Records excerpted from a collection
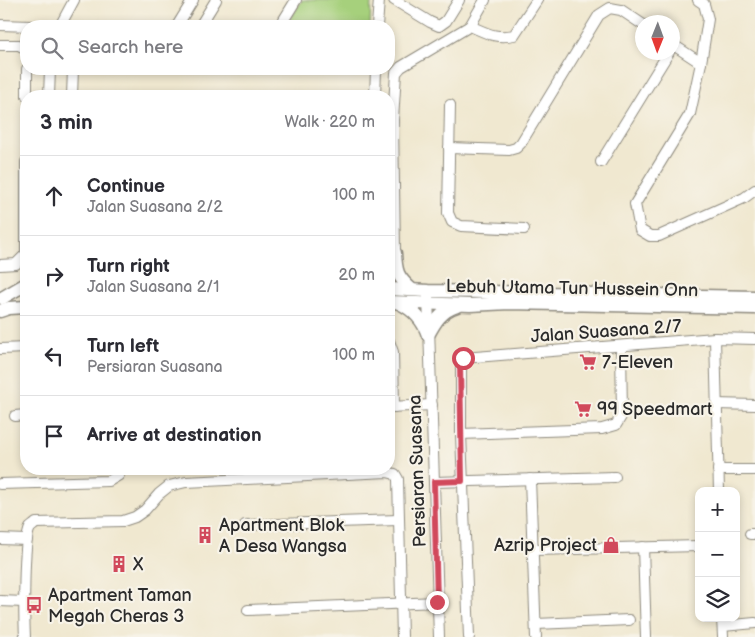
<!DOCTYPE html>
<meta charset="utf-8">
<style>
:root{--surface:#fff;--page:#f7f7f7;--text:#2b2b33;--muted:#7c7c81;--line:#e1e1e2}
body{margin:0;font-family:"Balsamiq Sans",sans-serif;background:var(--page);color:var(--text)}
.controls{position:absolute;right:15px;bottom:15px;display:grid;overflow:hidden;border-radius:10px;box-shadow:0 2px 8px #0003}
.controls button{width:45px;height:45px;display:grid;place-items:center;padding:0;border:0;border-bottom:1px solid var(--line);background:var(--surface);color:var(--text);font:25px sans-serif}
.compass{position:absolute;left:635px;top:15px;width:45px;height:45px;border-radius:50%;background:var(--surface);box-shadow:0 2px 8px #0003;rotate:181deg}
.stop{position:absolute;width:15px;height:15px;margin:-11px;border:4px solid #d1495b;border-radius:50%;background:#fff}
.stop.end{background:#d1495b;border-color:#fff;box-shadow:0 1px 5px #0008}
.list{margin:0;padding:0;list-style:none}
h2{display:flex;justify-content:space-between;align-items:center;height:65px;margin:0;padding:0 20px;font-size:21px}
h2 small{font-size:16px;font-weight:400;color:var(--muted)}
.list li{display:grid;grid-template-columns:32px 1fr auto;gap:15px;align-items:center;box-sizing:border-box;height:80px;padding:0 20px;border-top:1px solid var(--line)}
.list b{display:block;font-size:19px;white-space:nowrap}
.list p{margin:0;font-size:16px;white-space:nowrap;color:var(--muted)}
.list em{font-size:16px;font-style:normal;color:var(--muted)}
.icon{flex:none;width:28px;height:28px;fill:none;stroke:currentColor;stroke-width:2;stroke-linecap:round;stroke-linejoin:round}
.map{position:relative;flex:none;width:755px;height:637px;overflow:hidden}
.search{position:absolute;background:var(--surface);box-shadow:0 2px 8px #0003;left:20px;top:20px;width:375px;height:55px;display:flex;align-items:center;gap:12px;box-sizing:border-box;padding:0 18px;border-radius:20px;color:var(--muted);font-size:19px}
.panel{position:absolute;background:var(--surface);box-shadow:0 2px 8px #0003;left:20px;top:90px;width:375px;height:385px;border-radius:20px}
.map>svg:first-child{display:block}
</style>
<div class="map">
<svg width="755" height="637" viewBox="0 0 755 637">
<rect width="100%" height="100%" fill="#f7f3e8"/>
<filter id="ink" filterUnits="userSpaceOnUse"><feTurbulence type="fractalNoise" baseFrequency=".02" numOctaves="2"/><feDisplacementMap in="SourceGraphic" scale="10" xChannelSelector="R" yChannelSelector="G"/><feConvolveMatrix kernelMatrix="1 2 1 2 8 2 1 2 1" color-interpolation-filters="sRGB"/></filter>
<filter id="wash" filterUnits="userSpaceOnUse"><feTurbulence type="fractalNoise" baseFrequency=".0096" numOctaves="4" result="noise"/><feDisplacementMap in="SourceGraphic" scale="20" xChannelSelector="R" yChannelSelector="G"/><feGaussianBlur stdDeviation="1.12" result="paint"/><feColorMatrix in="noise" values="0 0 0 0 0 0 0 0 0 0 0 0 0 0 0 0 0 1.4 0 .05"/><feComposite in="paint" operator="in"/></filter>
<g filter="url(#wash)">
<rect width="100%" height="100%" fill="#f0e8d0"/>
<polygon fill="#a6d07c" stroke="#687e54" points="302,0 371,0 370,26 286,26"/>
</g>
<g filter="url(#ink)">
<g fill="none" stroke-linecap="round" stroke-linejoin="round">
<g stroke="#8e8a7e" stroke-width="12">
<g id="minor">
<polyline points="394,0 430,22 439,26 446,21 459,0"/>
<polyline points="698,0 704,4 708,19 701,63 690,114 635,204 640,230 650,236 659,236 744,198 755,190"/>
<polyline points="0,25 31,26"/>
<polyline points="60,26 74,0"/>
<polyline points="177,26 193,0"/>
<polyline points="200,26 216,0"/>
<polyline points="280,26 296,0"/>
<polyline points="377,26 379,0"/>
<path d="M 470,26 C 487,33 495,39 514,35 L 537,0"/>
<polyline points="672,44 701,63"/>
<polyline points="0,45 19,45 26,49"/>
<polyline points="27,96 27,69"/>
<polyline points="49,96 50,69"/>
<polyline points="72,96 73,69"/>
<polyline points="375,96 376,69"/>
<polyline points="450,105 448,213 452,222 461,226 524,229"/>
<polyline points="449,148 509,150 516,148 521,143 599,15 610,8 621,10 642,24"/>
<polyline points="601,162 669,52"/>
<polyline points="395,253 393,120 396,73 401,67 470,26 485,0"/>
<polyline points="0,265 16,264 26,254 26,162"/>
<polyline points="428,296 439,637"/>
<polyline points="715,338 719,491"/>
<polyline points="389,341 393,352 394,407"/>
<polyline points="0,349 26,348"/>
<polyline points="716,404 755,405"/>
<polyline points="389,407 432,405"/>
<polyline points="15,416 26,415"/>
<polyline points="461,434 602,429 616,425 622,415 621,347"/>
<polyline points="718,470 755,470"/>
<polyline points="530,479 536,637"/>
<polyline points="434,482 615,477"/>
<polyline points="0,484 109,481 119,475 119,469"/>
<polyline points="245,525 398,520"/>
<polyline points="750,534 755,534"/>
<polyline points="0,539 27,540"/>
<polyline points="643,547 646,637"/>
<polyline points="534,550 699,546"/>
<polyline points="0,601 24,602"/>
<polyline points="248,610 437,602"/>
<polyline points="722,618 723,637"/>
<polyline points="536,624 629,620"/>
<polyline points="723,626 755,623"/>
<path d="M 25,637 C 24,619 23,540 30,528 C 32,526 34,525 36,523 L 123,521 L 135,517 L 145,510 L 159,494 L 169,486 L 186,482 L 387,472 L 395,474 L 398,479 L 402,637"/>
<polyline points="469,637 461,434 461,360 463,358 715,338 755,339"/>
</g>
</g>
<g stroke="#8e8a7e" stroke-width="15">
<g id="major">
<path d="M 395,253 C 396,272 397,276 411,289"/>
<polyline points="389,289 428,291 755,297"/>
<polyline points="2,298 26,284"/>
<polyline points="389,302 470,305 509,303 755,308"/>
<path d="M 399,303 C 414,310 423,320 428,335"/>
<polyline points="0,311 9,308 26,307"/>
<path d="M 428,335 C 435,322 441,311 457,306"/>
</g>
</g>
<use href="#minor" stroke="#fff" stroke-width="10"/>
<use href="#major" stroke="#fff" stroke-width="12"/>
</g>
</g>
<g fill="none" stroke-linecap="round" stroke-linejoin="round" filter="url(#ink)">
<polyline stroke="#d1495b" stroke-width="6" points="437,602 434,482 462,481 460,363 463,358"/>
</g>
<defs>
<g id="supermarket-bare" transform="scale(1.35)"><path d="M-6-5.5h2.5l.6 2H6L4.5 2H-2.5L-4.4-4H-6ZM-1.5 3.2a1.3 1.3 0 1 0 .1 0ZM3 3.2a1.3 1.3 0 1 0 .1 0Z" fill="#d1495b" stroke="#f7f3e8" stroke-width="2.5" paint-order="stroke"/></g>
<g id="building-bare" transform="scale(1.35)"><path d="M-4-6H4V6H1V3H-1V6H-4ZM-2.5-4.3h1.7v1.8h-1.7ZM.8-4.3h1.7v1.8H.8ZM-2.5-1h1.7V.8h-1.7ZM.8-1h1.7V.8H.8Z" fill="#d1495b" stroke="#f7f3e8" stroke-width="2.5" paint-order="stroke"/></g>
<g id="shop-bare" transform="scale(1.35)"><path d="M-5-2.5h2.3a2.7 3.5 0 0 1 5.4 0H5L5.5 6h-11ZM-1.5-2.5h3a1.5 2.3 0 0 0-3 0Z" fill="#d1495b" stroke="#f7f3e8" stroke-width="2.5" paint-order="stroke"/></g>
<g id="bus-bare" transform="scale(1.35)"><path d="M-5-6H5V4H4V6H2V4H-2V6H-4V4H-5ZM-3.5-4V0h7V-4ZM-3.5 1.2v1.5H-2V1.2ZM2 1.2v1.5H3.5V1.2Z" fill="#d1495b" stroke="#f7f3e8" stroke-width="2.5" paint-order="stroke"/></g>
</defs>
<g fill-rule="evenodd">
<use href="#supermarket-bare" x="588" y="362"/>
<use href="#supermarket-bare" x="583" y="409"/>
<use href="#building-bare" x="205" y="535"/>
<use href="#shop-bare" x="611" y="545"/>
<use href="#building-bare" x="119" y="564"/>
<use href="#bus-bare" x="34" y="605"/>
</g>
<g text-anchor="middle" stroke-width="4.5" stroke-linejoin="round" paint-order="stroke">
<g font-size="18" fill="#2b2b2b" stroke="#f7f3e8">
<text transform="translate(572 288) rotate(1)" y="6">Lebuh Utama Tun Hussein Onn</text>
<text transform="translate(606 331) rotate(-4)" y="6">Jalan Suasana 2/7</text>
<text transform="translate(417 471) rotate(-92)" y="6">Persiaran Suasana</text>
</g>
<g font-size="18" fill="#2b2b2b" stroke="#f7f3e8" text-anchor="start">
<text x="602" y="368">7-Eleven</text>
<text x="597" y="415">99 Speedmart</text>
<text x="219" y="531">Apartment Blok<tspan x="219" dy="21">A Desa Wangsa</tspan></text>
<text x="597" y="551" text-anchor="end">Azrip Project</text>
<text x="133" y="570">X</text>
<text x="48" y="601">Apartment Taman<tspan x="48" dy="21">Megah Cheras 3</tspan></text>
</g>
</g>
</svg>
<div class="controls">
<button>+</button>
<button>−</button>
<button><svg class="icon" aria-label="layers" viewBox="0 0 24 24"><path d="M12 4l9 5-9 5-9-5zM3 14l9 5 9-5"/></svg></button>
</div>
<svg class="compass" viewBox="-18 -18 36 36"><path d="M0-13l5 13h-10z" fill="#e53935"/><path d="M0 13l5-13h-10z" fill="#7c7c81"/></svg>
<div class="stop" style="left:463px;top:358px"></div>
<div class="stop end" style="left:437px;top:602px"></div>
<div class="search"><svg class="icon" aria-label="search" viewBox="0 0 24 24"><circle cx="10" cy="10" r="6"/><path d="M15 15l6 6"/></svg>Search here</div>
<section class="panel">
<h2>3 min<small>Walk · 220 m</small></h2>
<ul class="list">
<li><svg class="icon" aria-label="ahead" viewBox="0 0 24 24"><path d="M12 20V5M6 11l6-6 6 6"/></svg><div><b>Continue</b><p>Jalan Suasana 2/2</p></div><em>100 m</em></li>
<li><svg class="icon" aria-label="right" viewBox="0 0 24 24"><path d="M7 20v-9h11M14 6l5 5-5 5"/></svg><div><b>Turn right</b><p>Jalan Suasana 2/1</p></div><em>20 m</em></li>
<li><svg class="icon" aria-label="left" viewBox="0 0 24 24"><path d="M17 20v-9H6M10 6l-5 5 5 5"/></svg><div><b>Turn left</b><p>Persiaran Suasana</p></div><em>100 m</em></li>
<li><svg class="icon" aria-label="arrive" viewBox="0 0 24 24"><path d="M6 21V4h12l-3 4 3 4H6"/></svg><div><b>Arrive at destination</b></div></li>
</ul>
</section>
</div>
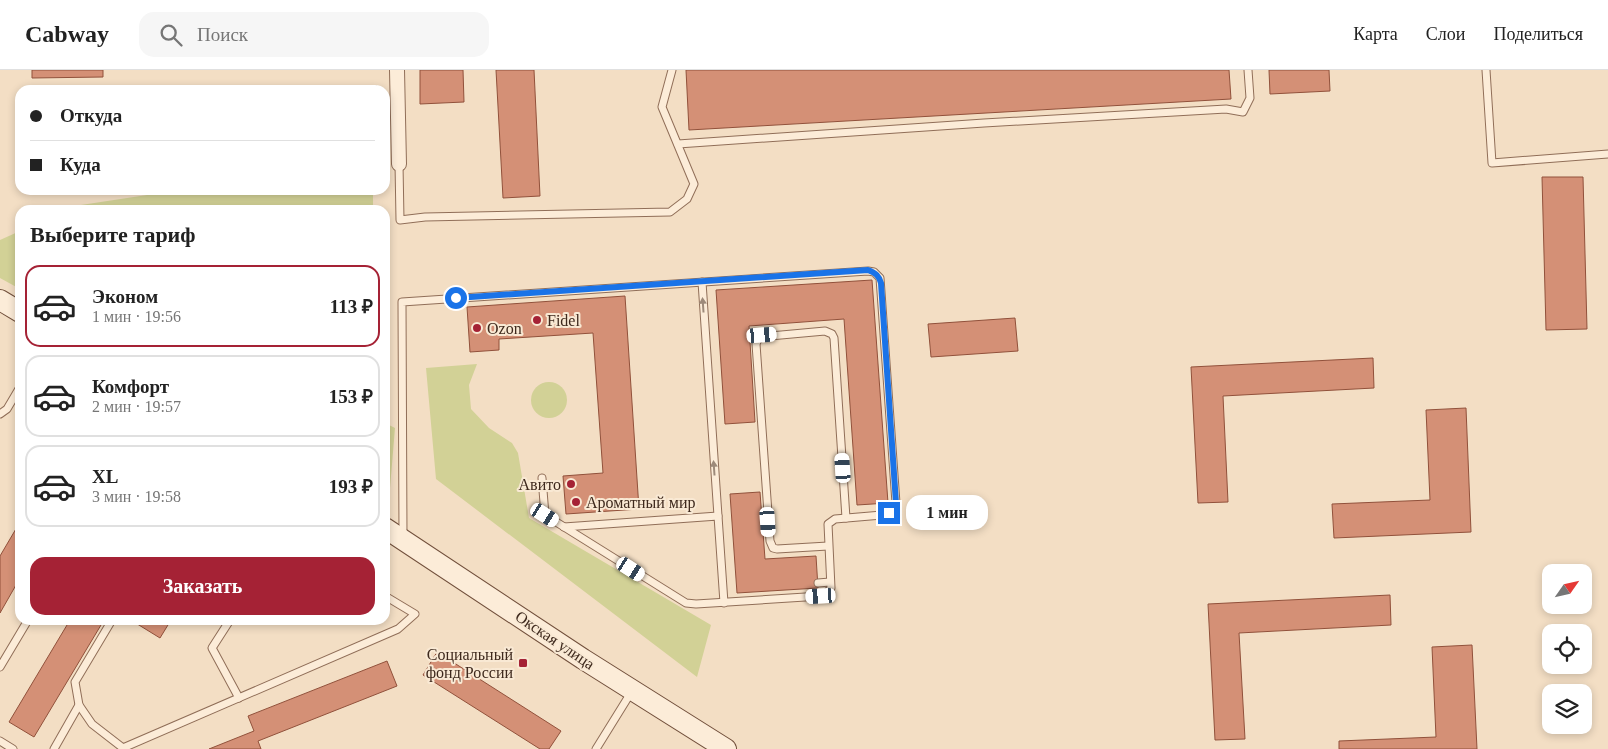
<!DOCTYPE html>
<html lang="ru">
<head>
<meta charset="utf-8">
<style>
	:root { --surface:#fff; --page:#f6f6f6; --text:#222; --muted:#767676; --line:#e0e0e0; --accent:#a52235 }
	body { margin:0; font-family:Georgia,serif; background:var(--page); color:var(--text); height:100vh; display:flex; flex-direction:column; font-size:19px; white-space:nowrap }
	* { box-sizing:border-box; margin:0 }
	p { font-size:16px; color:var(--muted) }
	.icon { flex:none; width:28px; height:28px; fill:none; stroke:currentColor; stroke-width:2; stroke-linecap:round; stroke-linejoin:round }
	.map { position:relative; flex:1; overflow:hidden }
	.panel { position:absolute; left:15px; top:135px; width:375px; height:420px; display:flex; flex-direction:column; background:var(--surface); border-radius:15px; box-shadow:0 2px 8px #0003 }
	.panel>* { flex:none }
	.hud { position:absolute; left:15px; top:15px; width:375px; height:110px; border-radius:15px; box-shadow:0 2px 8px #0003; display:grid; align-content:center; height:110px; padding:0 15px; background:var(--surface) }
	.needle { width:32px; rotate:56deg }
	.fabs { position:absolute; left:1542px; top:494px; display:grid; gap:10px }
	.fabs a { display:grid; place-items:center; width:50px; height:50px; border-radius:10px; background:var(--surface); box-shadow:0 2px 8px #0003; font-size:25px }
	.end { position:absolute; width:22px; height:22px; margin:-11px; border:6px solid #1a73e8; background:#fff; box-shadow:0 0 0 2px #fff }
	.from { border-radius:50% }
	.bubble { position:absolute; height:35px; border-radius:15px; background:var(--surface); box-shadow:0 2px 8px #0003; font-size:16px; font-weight:700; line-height:35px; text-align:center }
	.car { position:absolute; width:15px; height:30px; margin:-15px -8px; border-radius:6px; box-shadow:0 0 4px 1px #0007; background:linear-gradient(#fff 24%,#345 0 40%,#fff 0 76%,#345 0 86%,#fff 0) }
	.hud b { display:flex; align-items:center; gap:18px; height:48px; font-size:19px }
	.hud b+b { border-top:1px solid var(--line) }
	.hud i { width:12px; height:12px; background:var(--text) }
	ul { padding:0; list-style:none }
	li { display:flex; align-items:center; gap:15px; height:82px; margin:0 10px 8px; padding:0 5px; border:2px solid var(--line); border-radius:15px }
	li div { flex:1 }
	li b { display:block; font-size:19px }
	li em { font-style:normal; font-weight:700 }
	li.on { border-color:var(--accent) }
	li>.icon { width:45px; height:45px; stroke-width:1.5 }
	h2 { padding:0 15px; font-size:22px; line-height:60px }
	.button { display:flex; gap:10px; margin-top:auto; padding:10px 15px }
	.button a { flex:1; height:58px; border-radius:15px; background:var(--accent); color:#fff; font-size:20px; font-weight:700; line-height:58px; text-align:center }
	header { display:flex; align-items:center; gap:30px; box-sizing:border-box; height:70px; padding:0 25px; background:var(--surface); border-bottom:1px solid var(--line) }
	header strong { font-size:24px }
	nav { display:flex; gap:28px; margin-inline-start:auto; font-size:18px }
	.search { width:350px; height:45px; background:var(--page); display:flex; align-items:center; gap:12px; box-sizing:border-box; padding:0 18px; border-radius:15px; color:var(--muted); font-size:19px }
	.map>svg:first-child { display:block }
	.green { fill:#d2d196 }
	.building { fill:#d49076; stroke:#91513b }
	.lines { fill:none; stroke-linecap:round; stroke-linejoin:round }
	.service-casing { stroke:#906e58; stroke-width:9 }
	.minor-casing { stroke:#906e58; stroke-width:16 }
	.secondary-casing { stroke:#714f3b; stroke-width:22 }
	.service { stroke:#fcecd8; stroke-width:7 }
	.minor { stroke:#fcecd8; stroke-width:14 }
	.secondary { stroke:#fcecd8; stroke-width:20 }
	.oneway { fill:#9d8a7a }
	.route { stroke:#1a73e8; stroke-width:6 }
	.poi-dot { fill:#a52235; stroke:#f9e9d4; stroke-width:2 }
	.labels { text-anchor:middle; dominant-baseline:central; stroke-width:4; stroke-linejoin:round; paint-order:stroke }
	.poi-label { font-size:16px; fill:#3e291d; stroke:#f9e9d4; text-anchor:start }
	.street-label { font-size:16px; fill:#3e291d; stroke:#f9e9d4 }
</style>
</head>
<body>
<header>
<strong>Cabway</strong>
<div class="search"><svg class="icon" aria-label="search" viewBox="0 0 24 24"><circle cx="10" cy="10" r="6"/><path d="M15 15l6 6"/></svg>Поиск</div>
<nav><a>Карта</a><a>Слои</a><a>Поделиться</a></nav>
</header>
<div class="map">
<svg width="1608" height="679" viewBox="0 0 1608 679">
	<rect width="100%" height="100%" fill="#f3dec4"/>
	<g class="green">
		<polygon points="180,120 373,120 373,140 48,140"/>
		<polygon points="20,161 20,219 0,208 0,170"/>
		<polygon points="477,294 469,315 471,339 489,358 512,373 518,383 529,448 711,555 697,607 436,409 426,298"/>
		<circle cx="549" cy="330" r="18"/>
		<polygon points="385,353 395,358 389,430 385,428"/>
	</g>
	<g class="building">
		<polygon points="32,0 103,0 103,7 32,8"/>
		<polygon points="420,0 463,0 464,32 420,34"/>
		<polygon points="496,0 534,0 540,126 503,128"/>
		<polygon points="686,0 1229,0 1231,29 689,60"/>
		<polygon points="1269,0 1329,0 1330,21 1270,24"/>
		<polygon points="377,16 377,20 243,20 243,19"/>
		<polygon points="1542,107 1583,107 1587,259 1546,260"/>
		<polygon points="872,210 888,433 857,435 844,249 749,256 755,352 725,354 716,220"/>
		<polygon points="625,226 639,439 566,444 563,406 603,403 593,263 499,269 499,280 470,282 467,237"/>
		<polygon points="1015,248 1018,281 931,287 928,254"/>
		<polygon points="1373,288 1374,318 1223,326 1228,432 1198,433 1191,297"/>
		<polygon points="1466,338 1471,462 1334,468 1332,434 1430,430 1426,340"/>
		<polygon points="760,422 765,489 816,486 818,518 737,523 730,424"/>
		<polygon points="20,452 20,508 0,543 0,486"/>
		<polygon points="1390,525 1391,555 1239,563 1245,669 1215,670 1208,534"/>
		<polygon points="70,550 104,550 34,667 9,652"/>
		<polygon points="136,550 171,550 160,568 134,552"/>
		<polygon points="1472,575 1477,679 1339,679 1339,671 1436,667 1432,577"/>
		<polygon points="437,582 561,661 549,679 540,679 423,605"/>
		<polygon points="387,591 397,616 258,671 261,679 209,679 254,661 248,646"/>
	</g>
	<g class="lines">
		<g class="service-casing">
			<g id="service">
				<polyline points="1486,0 1492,93 1608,84"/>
				<polyline points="678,74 984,53 1226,39 1243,42 1250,28 1248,0"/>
				<polyline points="399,94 400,150 425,147 670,142 687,129 694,114 662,37 672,0"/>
				<polyline points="702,212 718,446"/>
				<polyline points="0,344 7,339 20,317"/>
				<polyline points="564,457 718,446 724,533"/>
				<polyline points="403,467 402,232 868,201 874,202 880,208 896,433 889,443 882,445 835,449 828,454 831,518 826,524 821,526 696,534 686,533 545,445 542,408"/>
				<polyline points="828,476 777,479 773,478 770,471 756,274 759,267 825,261 832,264 834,268 846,448"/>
				<polyline points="818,513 830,512"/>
				<polyline points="112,550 75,612 79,635 92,654 123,678 398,559 415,544 385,526"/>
				<polyline points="230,550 212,578 239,628"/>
				<polyline points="0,597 28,550"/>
				<polyline points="0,671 13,679"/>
				<polyline points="54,679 79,635"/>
				<polyline points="596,679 632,621"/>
			</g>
		</g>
		<g class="minor-casing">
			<polyline id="minor" points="397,0 399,94"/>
		</g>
		<g class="secondary-casing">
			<g id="secondary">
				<polyline points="0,230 20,242"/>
				<polyline points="385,458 583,589 726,679"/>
			</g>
		</g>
		<use href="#service" class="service"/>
		<use href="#minor" class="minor"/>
		<use href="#secondary" class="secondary"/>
	</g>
	<defs><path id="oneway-solid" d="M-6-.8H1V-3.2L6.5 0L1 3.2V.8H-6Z" transform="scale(1.25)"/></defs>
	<g class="oneway">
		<use href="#oneway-solid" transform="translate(703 235) rotate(-94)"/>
		<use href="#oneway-solid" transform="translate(714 398) rotate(-94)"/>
	</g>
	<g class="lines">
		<path class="route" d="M456,228L868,200C876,203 879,206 881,213L896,433L889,443"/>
	</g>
	<g class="poi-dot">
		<circle cx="537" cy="250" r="5"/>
		<circle cx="477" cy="258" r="5"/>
		<circle cx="571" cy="414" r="5"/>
		<circle cx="576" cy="432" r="5"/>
		<rect x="518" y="588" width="10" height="10" rx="2.5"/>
	</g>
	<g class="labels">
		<g class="poi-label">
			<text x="547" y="250">Fidel</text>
			<text x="487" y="258">Ozon</text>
			<text x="561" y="414" text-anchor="end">Авито</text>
			<text x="586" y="432">Ароматный мир</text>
			<text x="513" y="584" text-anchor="end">Социальный<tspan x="513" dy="18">фонд России</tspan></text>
		</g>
		<g class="street-label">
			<text transform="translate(555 570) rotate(34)">Окская улица</text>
		</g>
	</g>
</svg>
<div class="fabs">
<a><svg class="needle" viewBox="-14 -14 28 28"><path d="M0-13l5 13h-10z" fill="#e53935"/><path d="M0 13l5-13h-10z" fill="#767676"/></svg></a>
<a><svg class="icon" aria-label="locate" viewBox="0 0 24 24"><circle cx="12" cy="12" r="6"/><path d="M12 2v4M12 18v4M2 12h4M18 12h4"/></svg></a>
<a><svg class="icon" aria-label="layers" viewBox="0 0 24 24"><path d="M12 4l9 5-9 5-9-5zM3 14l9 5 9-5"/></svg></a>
</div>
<i class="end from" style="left:456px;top:228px"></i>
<i class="end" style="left:889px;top:443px"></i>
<div class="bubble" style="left:906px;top:425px;width:82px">1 мин</div>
<i class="car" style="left:762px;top:265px;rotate:86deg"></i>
<i class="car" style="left:843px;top:398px;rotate:356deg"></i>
<i class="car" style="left:545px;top:445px;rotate:122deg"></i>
<i class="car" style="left:768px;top:452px;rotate:176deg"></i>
<i class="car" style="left:631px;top:499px;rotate:123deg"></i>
<i class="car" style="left:821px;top:526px;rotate:267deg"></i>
<div class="hud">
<b><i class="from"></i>Откуда</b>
<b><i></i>Куда</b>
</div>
<section class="panel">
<h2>Выберите тариф</h2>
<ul>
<li class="on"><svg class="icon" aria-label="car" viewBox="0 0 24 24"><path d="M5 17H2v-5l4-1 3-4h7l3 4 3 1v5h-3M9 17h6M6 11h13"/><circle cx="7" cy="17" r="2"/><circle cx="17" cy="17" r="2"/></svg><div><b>Эконом</b><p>1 мин · 19:56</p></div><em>113 ₽</em></li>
<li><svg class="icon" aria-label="car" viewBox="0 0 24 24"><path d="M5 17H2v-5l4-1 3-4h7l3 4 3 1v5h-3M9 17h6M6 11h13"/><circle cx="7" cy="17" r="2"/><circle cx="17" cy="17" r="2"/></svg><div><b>Комфорт</b><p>2 мин · 19:57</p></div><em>153 ₽</em></li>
<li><svg class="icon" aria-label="car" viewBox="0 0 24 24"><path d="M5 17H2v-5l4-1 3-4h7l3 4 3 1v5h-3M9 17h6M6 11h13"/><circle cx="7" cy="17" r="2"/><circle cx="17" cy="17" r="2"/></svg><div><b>XL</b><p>3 мин · 19:58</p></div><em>193 ₽</em></li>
</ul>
<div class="button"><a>Заказать</a></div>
</section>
</div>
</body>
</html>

**Work order:** Using the records above, copy word for word the line with "display:flex; align-items:center; gap:15px;", the line with "display:flex; gap:10px; margin-top:auto;", and every line between them.

**Task response:**
	li { display:flex; align-items:center; gap:15px; height:82px; margin:0 10px 8px; padding:0 5px; border:2px solid var(--line); border-radius:15px }
	li div { flex:1 }
	li b { display:block; font-size:19px }
	li em { font-style:normal; font-weight:700 }
	li.on { border-color:var(--accent) }
	li>.icon { width:45px; height:45px; stroke-width:1.5 }
	h2 { padding:0 15px; font-size:22px; line-height:60px }
	.button { display:flex; gap:10px; margin-top:auto; padding:10px 15px }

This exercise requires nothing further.